■ Data excerpts ■
[Start of section]

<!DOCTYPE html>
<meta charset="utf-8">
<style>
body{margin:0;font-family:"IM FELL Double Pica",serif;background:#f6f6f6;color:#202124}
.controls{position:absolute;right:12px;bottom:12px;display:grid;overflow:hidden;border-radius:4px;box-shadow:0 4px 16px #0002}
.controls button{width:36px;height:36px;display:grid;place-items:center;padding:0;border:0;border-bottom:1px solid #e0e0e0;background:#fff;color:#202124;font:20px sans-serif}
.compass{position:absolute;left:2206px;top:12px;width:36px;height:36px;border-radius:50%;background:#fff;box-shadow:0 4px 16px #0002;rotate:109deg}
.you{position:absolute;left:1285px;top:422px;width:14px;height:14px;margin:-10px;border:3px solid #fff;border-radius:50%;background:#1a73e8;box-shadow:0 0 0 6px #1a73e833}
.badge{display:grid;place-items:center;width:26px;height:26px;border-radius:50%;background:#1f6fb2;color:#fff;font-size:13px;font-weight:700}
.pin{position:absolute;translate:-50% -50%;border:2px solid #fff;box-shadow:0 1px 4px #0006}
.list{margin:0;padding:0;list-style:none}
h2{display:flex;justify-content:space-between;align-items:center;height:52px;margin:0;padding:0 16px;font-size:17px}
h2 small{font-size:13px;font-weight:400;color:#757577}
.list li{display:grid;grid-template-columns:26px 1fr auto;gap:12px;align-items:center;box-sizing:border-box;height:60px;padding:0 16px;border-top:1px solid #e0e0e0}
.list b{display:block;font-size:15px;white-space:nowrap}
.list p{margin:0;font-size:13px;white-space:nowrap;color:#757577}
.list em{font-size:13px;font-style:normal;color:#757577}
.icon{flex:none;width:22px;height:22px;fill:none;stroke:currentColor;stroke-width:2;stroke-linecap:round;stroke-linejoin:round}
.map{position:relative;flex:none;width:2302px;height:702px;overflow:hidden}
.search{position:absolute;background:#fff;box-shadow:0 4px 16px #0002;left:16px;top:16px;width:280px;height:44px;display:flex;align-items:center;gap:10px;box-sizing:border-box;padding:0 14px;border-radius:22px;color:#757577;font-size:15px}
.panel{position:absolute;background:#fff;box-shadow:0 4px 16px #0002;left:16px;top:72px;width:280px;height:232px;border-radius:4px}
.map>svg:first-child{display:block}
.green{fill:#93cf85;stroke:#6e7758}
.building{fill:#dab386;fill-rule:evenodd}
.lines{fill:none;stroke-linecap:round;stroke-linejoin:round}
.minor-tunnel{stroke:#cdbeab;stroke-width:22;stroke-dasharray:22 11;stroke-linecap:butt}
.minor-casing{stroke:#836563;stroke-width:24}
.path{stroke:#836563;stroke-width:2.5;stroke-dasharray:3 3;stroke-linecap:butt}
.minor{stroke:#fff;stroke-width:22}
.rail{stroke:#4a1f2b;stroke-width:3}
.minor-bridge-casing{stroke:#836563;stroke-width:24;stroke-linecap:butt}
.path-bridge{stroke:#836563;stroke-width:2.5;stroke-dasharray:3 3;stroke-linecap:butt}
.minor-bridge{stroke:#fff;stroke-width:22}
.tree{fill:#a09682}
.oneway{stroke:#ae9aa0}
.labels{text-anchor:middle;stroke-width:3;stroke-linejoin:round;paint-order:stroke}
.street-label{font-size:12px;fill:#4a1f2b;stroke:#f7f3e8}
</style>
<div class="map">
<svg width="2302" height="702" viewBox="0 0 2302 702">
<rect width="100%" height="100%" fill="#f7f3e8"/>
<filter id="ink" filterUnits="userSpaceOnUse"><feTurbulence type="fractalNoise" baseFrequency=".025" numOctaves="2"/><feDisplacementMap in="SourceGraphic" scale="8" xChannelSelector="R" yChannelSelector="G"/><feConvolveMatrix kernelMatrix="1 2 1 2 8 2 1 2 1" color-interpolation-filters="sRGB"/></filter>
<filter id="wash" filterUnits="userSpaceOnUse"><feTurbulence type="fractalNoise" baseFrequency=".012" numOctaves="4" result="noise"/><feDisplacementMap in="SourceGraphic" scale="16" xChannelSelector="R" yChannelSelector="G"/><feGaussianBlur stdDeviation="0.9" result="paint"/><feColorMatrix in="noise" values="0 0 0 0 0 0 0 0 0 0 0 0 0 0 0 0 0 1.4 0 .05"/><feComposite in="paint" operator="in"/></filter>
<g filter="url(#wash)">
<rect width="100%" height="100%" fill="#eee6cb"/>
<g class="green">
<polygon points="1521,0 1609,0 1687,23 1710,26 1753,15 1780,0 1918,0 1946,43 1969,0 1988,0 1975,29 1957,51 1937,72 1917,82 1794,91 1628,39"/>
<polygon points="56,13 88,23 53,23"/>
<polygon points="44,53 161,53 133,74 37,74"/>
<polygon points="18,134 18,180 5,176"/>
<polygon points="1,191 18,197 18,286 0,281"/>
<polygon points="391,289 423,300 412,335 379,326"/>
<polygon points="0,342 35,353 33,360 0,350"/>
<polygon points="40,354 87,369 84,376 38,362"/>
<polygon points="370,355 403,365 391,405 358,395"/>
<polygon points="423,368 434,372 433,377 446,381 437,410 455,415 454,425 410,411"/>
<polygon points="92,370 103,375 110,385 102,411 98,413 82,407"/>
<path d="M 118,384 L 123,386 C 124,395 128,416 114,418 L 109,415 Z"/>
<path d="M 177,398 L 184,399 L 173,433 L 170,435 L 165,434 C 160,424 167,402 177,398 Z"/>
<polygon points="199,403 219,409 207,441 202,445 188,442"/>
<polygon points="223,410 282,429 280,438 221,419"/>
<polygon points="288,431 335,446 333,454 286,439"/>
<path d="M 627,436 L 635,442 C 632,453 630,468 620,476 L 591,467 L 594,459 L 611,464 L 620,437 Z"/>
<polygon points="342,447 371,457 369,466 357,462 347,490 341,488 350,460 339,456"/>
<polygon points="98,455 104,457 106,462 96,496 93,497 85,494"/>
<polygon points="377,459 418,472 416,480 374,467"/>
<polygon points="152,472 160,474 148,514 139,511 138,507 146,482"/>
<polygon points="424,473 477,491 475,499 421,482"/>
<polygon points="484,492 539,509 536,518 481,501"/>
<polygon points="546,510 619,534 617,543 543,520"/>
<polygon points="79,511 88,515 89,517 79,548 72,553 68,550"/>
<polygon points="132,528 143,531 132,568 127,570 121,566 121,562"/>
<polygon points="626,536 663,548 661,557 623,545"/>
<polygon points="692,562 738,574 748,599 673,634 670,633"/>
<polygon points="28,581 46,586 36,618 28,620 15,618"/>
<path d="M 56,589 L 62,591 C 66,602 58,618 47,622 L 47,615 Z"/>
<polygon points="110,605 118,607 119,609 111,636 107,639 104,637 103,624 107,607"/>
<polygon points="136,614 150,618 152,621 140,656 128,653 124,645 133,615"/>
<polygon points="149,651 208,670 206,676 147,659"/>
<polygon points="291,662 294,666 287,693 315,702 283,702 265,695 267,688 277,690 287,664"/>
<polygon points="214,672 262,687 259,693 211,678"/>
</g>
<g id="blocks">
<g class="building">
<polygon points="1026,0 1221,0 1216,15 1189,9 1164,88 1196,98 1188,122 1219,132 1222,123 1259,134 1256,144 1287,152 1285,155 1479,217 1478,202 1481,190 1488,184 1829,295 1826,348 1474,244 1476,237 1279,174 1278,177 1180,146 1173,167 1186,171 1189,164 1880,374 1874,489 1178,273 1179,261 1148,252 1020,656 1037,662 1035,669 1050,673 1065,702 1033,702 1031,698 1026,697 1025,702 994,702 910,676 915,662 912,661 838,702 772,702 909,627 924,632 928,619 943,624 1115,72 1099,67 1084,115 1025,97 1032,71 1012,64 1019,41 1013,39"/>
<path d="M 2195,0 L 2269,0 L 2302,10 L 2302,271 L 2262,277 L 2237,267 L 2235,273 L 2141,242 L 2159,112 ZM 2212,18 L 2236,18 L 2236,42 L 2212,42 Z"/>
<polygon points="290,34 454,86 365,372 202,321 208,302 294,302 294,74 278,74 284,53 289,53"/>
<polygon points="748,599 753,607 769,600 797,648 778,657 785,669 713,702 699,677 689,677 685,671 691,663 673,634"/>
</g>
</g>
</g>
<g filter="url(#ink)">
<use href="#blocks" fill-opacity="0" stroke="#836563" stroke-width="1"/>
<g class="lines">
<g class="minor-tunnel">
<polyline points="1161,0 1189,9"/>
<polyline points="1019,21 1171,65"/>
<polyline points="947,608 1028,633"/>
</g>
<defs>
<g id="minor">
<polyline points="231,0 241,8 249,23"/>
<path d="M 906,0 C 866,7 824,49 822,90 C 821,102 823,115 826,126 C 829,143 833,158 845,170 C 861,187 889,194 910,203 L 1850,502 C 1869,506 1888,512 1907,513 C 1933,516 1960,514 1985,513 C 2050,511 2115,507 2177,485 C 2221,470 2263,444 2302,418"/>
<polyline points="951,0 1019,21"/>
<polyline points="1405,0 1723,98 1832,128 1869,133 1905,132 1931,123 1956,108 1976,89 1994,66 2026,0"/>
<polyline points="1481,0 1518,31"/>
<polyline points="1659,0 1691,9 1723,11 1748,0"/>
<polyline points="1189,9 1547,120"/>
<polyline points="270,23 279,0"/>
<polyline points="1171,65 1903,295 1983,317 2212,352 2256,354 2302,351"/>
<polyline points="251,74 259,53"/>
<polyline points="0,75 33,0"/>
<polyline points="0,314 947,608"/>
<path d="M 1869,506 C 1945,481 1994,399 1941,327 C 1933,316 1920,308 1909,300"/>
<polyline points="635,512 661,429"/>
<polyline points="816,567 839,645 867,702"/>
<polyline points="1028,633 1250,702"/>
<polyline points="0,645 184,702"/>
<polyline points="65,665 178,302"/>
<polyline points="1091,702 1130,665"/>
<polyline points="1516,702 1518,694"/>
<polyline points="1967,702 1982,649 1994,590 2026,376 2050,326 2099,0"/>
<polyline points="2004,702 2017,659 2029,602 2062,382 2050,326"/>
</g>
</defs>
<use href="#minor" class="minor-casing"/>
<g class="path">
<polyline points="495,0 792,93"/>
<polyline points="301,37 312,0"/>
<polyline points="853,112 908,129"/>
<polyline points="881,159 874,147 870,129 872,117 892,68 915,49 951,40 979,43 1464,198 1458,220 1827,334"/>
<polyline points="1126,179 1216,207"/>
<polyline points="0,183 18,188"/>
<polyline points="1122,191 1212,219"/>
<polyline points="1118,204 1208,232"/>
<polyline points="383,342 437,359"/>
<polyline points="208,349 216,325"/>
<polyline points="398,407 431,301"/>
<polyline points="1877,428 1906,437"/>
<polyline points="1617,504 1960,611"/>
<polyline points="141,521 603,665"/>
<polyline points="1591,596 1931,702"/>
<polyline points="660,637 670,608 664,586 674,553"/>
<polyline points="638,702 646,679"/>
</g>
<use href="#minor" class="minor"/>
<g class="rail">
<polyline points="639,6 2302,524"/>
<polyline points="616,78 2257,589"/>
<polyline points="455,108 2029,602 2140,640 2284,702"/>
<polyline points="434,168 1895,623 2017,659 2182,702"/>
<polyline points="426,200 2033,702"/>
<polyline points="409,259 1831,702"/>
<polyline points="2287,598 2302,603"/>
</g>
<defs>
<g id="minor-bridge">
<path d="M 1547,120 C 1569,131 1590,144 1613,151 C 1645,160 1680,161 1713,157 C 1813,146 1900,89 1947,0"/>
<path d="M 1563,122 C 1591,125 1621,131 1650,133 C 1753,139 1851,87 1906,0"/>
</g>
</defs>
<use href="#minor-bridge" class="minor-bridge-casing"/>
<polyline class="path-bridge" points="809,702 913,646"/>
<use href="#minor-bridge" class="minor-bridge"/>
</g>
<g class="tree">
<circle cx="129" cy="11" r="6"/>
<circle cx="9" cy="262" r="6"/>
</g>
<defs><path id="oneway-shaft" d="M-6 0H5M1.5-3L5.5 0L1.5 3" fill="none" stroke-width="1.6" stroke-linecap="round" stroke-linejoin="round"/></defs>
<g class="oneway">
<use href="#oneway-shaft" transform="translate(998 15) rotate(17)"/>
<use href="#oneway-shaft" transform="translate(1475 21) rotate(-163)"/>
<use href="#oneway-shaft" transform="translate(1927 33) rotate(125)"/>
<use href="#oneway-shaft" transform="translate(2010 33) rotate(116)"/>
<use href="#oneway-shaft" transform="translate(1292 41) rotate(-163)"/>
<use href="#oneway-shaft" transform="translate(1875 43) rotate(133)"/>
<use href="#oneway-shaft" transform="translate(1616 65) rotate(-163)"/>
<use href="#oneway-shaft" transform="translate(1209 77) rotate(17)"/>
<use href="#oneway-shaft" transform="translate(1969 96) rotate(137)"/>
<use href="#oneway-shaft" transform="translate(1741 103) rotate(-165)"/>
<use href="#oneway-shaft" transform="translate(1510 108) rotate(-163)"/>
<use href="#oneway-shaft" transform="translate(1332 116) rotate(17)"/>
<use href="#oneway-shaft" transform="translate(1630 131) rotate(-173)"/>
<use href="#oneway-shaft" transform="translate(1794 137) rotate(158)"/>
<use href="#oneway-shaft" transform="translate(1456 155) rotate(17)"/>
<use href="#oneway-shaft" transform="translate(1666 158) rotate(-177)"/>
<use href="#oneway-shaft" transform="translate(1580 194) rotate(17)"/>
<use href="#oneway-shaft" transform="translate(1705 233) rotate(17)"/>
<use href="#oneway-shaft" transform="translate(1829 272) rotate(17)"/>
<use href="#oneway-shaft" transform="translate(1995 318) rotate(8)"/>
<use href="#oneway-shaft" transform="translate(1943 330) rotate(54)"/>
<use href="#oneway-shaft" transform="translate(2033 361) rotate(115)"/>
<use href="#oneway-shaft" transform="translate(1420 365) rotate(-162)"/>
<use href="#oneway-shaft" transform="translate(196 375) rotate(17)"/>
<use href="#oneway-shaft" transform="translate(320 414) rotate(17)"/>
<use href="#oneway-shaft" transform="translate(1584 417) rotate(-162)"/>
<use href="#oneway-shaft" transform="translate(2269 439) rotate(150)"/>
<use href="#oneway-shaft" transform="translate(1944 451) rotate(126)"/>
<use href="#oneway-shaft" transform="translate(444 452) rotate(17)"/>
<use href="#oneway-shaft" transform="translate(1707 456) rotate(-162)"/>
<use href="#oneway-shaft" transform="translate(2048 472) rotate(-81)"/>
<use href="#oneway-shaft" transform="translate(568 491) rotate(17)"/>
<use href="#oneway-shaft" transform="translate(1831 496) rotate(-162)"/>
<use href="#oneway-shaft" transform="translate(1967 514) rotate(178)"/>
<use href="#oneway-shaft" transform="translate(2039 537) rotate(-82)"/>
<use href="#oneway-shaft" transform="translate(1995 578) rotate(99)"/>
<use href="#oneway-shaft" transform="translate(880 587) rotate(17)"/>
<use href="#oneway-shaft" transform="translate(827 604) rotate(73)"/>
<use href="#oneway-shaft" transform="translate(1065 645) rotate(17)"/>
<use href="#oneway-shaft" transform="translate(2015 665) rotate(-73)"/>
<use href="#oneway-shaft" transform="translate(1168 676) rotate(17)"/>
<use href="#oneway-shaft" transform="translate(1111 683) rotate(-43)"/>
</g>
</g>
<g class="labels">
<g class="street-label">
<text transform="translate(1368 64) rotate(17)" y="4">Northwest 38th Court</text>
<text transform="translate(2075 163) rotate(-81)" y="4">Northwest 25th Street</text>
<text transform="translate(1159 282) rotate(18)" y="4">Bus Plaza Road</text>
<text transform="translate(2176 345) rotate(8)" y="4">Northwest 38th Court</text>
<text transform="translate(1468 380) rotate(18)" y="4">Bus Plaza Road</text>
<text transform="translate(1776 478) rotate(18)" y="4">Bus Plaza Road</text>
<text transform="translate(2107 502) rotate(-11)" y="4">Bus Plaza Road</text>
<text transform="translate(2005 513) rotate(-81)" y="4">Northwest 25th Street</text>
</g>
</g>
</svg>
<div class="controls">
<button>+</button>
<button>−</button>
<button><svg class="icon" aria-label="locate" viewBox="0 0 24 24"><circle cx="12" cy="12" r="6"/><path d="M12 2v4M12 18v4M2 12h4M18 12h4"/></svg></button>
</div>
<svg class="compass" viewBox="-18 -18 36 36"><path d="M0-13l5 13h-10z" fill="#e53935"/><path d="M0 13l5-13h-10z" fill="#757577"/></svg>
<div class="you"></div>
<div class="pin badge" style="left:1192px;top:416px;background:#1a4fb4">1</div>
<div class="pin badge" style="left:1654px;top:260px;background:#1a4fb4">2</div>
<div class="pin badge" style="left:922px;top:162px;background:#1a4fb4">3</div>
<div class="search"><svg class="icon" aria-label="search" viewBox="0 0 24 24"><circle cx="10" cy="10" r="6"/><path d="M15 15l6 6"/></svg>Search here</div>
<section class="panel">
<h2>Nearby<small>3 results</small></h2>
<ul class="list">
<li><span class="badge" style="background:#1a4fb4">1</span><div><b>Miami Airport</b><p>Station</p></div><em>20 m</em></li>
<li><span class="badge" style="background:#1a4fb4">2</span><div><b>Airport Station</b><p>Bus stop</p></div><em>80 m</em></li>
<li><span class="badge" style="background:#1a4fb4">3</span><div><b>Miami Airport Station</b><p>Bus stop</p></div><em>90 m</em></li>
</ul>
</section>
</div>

[End of section]

■ Work task ■
Return from the data every line that holds "numOctaves".

■ Task output ■
<filter id="ink" filterUnits="userSpaceOnUse"><feTurbulence type="fractalNoise" baseFrequency=".025" numOctaves="2"/><feDisplacementMap in="SourceGraphic" scale="8" xChannelSelector="R" yChannelSelector="G"/><feConvolveMatrix kernelMatrix="1 2 1 2 8 2 1 2 1" color-interpolation-filters="sRGB"/></filter>
<filter id="wash" filterUnits="userSpaceOnUse"><feTurbulence type="fractalNoise" baseFrequency=".012" numOctaves="4" result="noise"/><feDisplacementMap in="SourceGraphic" scale="16" xChannelSelector="R" yChannelSelector="G"/><feGaussianBlur stdDeviation="0.9" result="paint"/><feColorMatrix in="noise" values="0 0 0 0 0 0 0 0 0 0 0 0 0 0 0 0 0 1.4 0 .05"/><feComposite in="paint" operator="in"/></filter>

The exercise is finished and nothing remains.